**Stored items:**
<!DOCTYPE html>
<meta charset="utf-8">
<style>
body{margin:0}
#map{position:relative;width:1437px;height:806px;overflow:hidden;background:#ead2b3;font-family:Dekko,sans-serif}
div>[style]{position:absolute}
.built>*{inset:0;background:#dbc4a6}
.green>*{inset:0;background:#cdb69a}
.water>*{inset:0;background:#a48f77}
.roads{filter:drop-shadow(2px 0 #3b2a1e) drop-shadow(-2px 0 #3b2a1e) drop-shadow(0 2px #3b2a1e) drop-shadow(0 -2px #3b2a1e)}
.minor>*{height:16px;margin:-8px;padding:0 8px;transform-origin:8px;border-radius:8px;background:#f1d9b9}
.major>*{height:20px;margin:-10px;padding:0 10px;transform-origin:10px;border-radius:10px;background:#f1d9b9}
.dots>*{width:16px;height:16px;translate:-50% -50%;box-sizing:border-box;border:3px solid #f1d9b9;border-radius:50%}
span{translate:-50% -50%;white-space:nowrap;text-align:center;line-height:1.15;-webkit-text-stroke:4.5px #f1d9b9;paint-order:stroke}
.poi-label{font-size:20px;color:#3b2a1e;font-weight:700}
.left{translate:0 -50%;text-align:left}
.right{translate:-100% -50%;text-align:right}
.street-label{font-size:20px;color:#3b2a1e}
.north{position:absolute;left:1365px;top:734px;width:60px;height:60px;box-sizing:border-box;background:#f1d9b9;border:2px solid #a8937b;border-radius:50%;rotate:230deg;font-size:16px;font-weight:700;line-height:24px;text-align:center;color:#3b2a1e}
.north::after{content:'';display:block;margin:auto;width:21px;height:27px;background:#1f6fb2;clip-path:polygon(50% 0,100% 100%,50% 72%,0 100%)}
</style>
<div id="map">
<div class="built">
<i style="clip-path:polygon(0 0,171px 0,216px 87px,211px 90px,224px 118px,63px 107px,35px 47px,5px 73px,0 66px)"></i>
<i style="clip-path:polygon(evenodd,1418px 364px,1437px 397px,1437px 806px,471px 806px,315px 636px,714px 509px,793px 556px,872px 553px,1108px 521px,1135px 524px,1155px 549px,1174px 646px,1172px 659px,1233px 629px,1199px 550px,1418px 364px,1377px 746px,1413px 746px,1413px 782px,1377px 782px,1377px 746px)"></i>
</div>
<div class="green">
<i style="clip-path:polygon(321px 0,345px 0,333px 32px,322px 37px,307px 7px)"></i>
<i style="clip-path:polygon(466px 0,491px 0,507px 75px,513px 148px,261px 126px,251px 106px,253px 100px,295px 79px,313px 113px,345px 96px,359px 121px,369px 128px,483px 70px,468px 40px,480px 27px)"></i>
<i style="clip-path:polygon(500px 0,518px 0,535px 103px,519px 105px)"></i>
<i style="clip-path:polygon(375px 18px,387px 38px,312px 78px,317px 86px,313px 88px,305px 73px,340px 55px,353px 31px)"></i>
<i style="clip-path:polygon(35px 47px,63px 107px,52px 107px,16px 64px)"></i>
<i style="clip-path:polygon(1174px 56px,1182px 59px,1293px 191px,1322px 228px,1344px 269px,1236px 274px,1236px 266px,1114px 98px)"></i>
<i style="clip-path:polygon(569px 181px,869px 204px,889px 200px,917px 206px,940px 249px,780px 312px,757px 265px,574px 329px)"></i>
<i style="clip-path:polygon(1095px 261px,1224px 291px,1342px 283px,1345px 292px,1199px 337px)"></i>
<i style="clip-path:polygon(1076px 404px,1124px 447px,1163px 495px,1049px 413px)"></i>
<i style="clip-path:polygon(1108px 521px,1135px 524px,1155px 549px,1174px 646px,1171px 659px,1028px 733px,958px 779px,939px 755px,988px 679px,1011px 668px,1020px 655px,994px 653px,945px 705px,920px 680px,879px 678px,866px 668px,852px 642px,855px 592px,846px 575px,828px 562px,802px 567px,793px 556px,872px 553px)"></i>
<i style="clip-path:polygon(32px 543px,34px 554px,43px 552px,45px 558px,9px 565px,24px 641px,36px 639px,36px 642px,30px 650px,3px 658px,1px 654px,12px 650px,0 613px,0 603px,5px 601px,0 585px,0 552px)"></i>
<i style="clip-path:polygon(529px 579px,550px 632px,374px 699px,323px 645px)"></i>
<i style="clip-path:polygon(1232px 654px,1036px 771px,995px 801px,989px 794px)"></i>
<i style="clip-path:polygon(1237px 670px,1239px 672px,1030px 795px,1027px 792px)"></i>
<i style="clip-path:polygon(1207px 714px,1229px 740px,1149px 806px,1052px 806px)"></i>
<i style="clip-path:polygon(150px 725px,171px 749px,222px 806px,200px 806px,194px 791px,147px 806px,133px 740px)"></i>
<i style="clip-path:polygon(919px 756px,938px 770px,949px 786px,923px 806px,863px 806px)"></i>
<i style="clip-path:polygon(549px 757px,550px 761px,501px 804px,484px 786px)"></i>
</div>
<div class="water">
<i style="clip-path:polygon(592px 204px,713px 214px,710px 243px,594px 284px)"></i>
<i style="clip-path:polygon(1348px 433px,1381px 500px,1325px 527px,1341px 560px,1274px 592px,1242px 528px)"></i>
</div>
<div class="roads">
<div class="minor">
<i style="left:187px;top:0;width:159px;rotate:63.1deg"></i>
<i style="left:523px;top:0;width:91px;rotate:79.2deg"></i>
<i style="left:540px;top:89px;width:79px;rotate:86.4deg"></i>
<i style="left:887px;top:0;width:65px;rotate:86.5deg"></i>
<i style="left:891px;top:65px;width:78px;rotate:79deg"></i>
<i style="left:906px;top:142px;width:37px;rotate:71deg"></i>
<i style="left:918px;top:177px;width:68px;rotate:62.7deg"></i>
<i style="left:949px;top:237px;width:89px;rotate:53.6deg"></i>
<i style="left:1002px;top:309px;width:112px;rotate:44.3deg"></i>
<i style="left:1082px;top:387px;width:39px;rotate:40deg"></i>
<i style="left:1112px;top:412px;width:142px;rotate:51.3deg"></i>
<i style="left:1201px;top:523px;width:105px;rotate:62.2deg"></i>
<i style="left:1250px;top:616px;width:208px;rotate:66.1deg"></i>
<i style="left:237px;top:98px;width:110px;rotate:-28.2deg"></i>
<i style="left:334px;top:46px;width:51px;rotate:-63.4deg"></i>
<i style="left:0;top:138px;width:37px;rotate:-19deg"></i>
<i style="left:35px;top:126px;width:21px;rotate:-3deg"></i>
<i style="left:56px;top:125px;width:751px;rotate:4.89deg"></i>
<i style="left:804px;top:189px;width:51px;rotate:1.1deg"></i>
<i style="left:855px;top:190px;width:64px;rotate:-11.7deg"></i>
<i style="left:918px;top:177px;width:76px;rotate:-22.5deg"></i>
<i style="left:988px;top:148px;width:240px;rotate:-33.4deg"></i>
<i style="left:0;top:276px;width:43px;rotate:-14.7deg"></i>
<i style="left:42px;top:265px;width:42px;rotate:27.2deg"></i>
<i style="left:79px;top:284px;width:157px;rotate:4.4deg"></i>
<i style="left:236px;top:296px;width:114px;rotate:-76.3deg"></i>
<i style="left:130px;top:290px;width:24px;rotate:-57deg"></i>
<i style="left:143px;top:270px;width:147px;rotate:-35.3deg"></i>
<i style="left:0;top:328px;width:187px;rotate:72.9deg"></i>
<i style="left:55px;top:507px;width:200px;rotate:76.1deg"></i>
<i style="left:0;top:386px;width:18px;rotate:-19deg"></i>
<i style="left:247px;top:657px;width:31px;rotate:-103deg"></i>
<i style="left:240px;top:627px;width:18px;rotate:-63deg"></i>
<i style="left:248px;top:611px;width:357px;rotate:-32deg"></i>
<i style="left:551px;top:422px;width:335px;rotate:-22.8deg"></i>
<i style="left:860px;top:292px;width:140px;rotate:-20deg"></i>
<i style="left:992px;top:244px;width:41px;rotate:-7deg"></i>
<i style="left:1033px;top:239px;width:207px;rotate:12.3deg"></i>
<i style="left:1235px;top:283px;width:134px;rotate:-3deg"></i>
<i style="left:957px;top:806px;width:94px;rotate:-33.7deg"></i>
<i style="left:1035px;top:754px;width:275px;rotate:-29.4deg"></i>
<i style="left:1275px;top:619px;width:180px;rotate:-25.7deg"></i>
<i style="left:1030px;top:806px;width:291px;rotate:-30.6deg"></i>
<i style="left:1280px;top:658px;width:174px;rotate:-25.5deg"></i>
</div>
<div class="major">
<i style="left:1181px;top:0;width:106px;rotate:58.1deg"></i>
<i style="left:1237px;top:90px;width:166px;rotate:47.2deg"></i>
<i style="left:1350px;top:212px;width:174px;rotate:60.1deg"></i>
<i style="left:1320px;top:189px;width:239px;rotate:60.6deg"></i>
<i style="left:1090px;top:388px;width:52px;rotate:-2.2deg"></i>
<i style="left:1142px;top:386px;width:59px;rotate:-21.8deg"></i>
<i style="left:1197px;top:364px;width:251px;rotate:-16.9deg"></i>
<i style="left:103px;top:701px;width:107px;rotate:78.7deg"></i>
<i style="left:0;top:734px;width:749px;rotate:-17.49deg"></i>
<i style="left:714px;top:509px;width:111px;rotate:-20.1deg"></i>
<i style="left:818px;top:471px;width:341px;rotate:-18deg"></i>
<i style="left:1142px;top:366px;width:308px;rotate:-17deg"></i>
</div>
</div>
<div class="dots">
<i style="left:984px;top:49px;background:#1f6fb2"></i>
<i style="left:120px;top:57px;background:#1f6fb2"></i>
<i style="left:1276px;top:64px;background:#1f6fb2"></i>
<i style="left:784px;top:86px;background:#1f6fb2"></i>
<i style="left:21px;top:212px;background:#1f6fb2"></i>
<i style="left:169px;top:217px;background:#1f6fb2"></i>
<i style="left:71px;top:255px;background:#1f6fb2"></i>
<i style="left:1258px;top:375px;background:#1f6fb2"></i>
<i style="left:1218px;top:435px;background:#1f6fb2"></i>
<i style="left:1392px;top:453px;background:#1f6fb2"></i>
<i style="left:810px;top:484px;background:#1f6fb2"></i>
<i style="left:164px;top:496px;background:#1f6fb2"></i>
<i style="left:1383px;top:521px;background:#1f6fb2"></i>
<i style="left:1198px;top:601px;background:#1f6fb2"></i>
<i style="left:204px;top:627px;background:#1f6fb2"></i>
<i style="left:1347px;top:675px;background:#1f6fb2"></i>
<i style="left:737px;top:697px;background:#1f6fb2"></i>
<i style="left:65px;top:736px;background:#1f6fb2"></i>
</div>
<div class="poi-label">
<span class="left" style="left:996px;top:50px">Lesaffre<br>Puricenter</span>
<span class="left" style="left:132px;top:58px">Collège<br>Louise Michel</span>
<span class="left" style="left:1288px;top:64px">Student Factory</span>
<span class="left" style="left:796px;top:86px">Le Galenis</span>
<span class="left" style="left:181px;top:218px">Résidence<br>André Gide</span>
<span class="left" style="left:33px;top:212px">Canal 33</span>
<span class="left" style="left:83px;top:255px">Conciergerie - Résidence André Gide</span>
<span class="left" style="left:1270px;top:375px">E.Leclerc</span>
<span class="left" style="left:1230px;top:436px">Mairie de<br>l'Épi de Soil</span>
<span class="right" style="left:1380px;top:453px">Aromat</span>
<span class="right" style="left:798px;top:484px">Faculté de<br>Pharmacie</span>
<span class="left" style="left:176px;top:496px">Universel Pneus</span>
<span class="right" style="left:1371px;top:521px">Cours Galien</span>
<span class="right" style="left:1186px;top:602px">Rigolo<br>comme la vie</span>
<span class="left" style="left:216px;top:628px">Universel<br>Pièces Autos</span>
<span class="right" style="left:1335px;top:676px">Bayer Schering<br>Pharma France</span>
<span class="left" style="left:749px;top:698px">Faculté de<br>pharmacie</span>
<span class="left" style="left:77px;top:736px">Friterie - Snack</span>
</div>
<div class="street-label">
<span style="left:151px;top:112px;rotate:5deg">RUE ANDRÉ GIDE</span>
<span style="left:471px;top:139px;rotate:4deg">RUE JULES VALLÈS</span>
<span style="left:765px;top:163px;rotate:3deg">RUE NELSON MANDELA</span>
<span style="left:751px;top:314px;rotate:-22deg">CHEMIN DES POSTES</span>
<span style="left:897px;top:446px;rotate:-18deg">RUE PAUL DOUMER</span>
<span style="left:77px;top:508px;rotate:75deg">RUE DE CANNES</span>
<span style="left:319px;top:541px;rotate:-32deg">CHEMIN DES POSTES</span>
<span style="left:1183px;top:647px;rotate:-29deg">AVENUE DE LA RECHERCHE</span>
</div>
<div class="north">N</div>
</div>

**Directions:**
In the records above, find each line that mentions the string "roads", then copy it.

**Answer space:**
.roads{filter:drop-shadow(2px 0 #3b2a1e) drop-shadow(-2px 0 #3b2a1e) drop-shadow(0 2px #3b2a1e) drop-shadow(0 -2px #3b2a1e)}
<div class="roads">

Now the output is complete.